LibreChat (danny-avila on GitHub, roughly 41K stars) is the most widely deployed self-hosted ChatGPT-style interface: multi-user, multi-model, with conversation search, agents, file handling, and per-user keys. Unlike clients that hardcode a provider list, its endpoints.custom array accepts any OpenAI-compatible service, and several well-known providers in the docs are configured through exactly this mechanism. When a user picks a model from a custom endpoint, LibreChat sends a standard /v1/chat/completions request to that endpoint's baseURL with the model field as a plain string. Nothing in the client cares which vendor trained the model; the string is forwarded as-is. When the endpoint behind the baseURL serves several vendors, one librechat.yaml entry puts Claude, GPT, Gemini, DeepSeek, and GLM ids in the same dropdown, and a user switches vendors mid-conversation the same way they would switch between two GPT variants. That collapses the usual multi-provider LibreChat setup. Instead of one custom entry per vendor, each with its own key in .env and its own billing surface, one entry with one key covers the catalog, and the admin sees usage per model in one place instead of reconciling several dashboards.
Full setup: YAML, .env, and the Docker mount.

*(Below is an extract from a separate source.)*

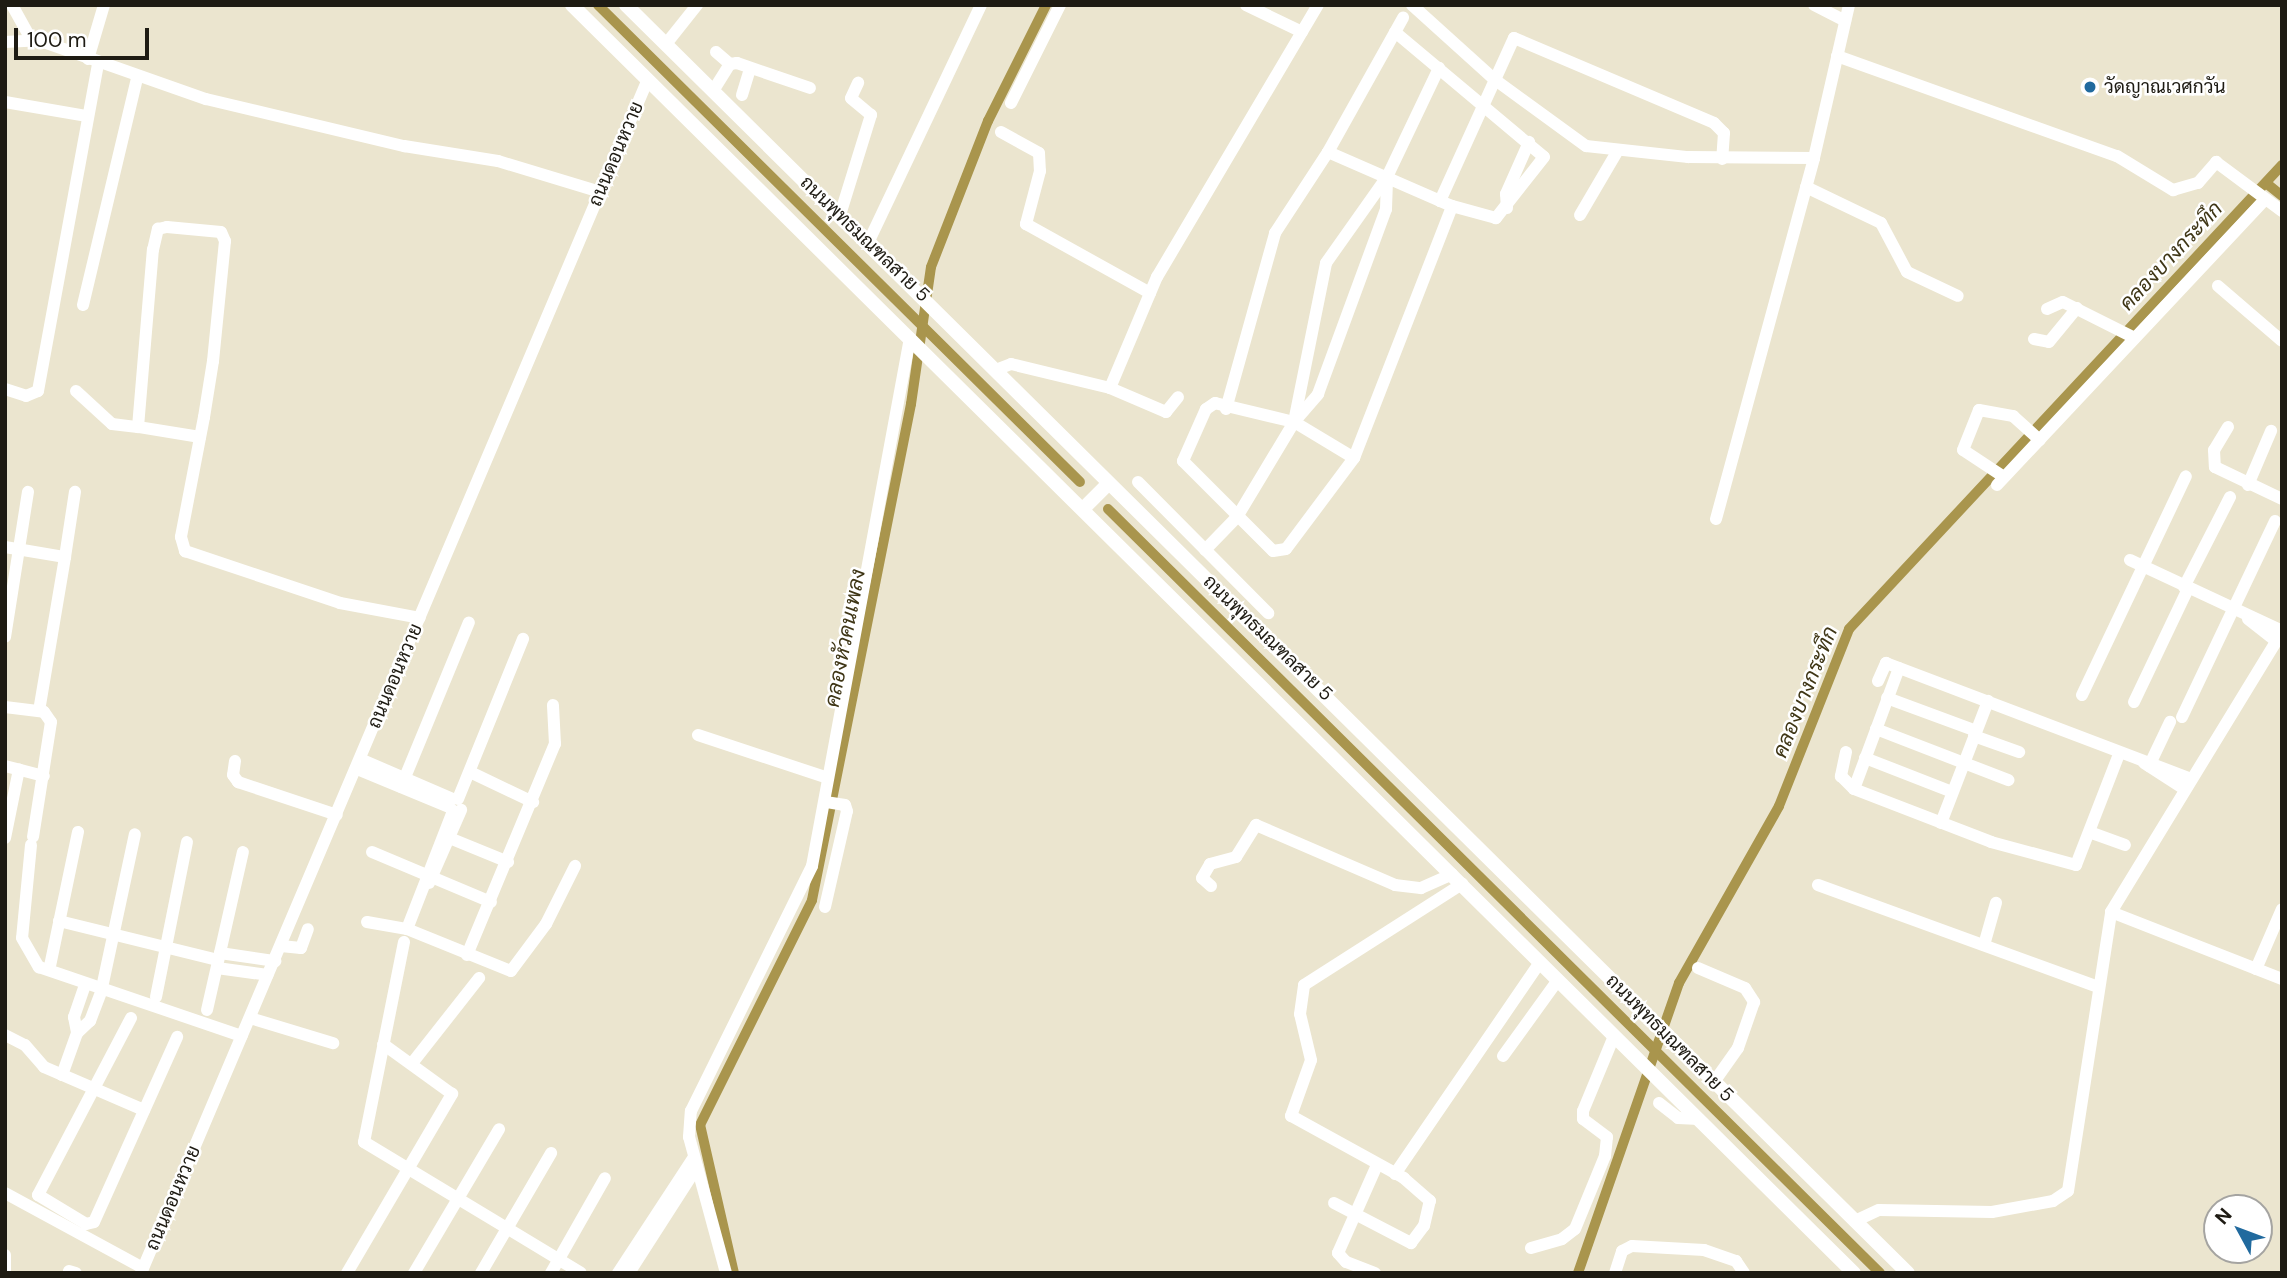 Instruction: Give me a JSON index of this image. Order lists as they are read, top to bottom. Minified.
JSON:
{"streets":{"main road":["ถนนพุทธมณฑลสาย 5"],"street":["ถนนดอนหวาย"]},"crossings":[["ถนนดอนหวาย","ถนนพุทธมณฑลสาย 5"]],"water":["คลองบางกระทึก","คลองหัวคนเพลง"],"places":["วัดญาณเวศกวัน"],"scale_bar":"100 m","north":"top left"} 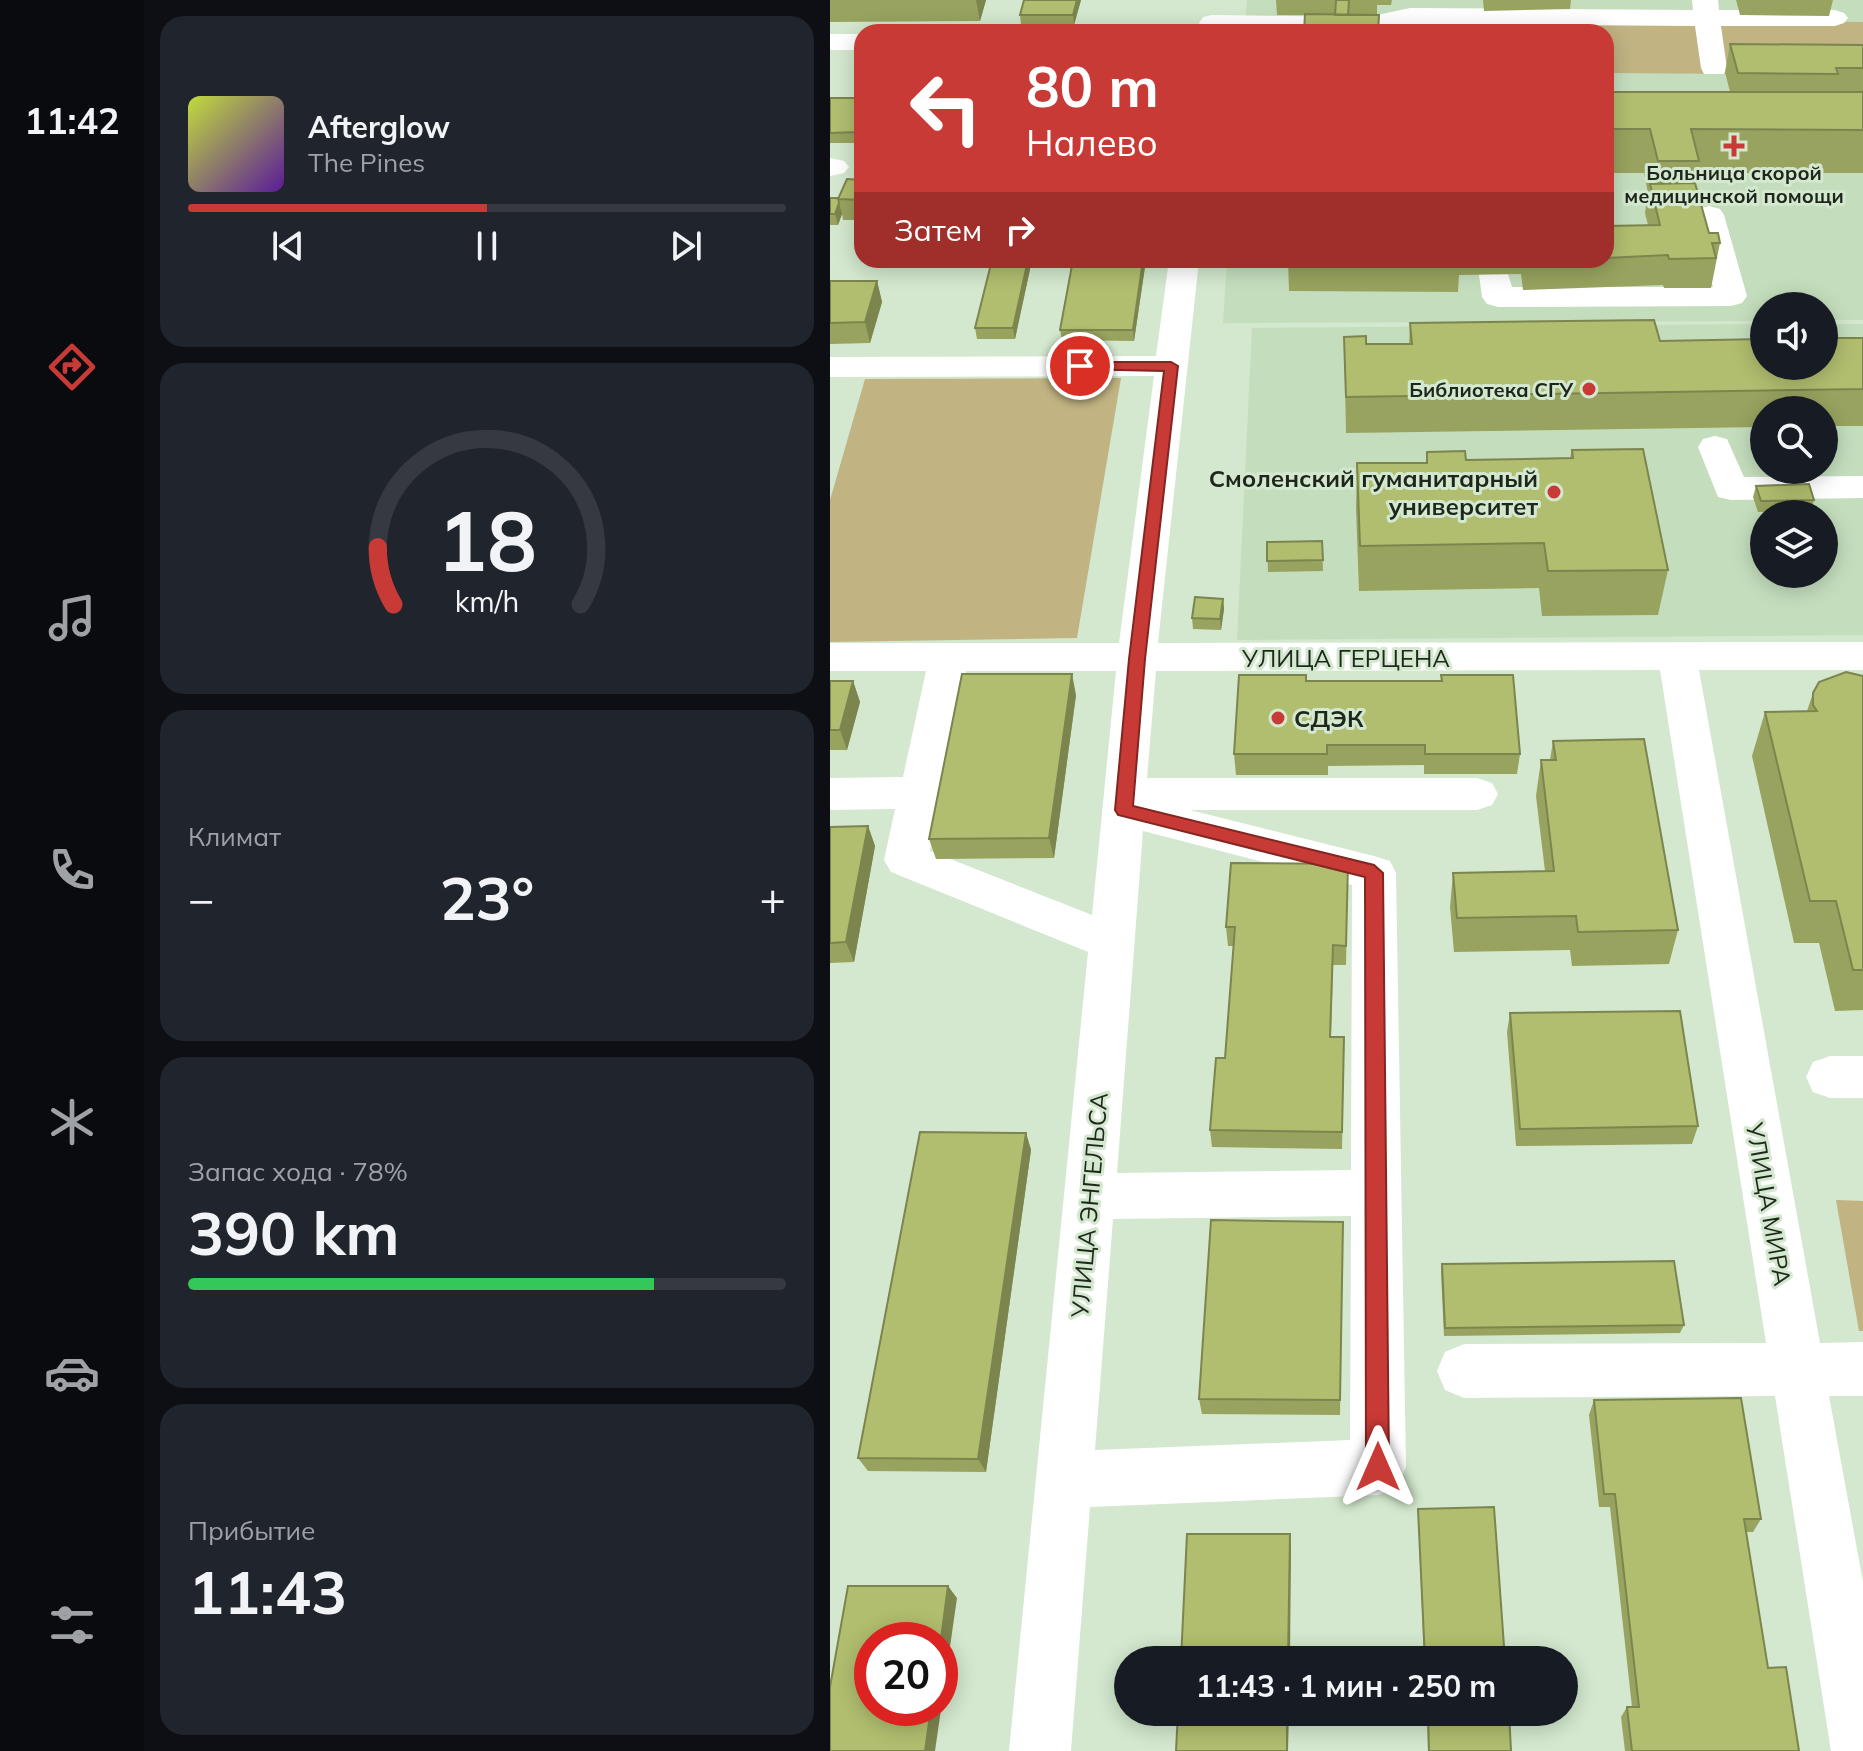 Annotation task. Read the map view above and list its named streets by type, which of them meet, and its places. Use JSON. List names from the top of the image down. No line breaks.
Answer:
{"streets":{"street":["УЛИЦА ГЕРЦЕНА","УЛИЦА МИРА","УЛИЦА ЭНГЕЛЬСА"]},"crossings":[["УЛИЦА ГЕРЦЕНА","УЛИЦА МИРА"],["УЛИЦА ГЕРЦЕНА","УЛИЦА ЭНГЕЛЬСА"]],"places":{"health":["Больница скорой медицинской помощи"],"other":["Библиотека СГУ","Смоленский гуманитарный университет","СДЭК"]},"page":{"tabs":"11:42","turn":["80 m","Налево"],"song":["Afterglow","The Pines"],"then":"Затем","tile":["Климат",["Запас хода · 78%","390 km"],["Прибытие","11:43"]],"heat":["−","23°","+"],"limit":"20","trip":"11:43 · 1 мин · 250 m","gauge":["18","km/h"]}}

Create librechat.yaml in the project root and put the key in .env. The ${APISROUTER_API_KEY} reference in the YAML resolves from the environment at startup, so the config file stays committable. The step most first-time setups miss is Docker-specific: the container does not see your librechat.yaml until you mount it. The docs have you create docker-compose.override.yml with a bind mount from ./librechat.yaml to /app/librechat.yaml, then recreate the containers. Editing the YAML afterwards also requires a restart, because the file is read at startup, not watched. A few optional fields are worth setting on a gateway entry. titleConvo enables automatic conversation titles, and titleModel picks the model that writes them; LibreChat's documented default for titleModel is gpt-3.5-turbo, an id a non-OpenAI endpoint may not serve, so set it explicitly to a fast catalog id or to the special value current_model. modelDisplayLabel controls the name shown on assistant messages. And apiKey accepts the special value user_provided if you want each user to paste their own key instead of sharing the server's.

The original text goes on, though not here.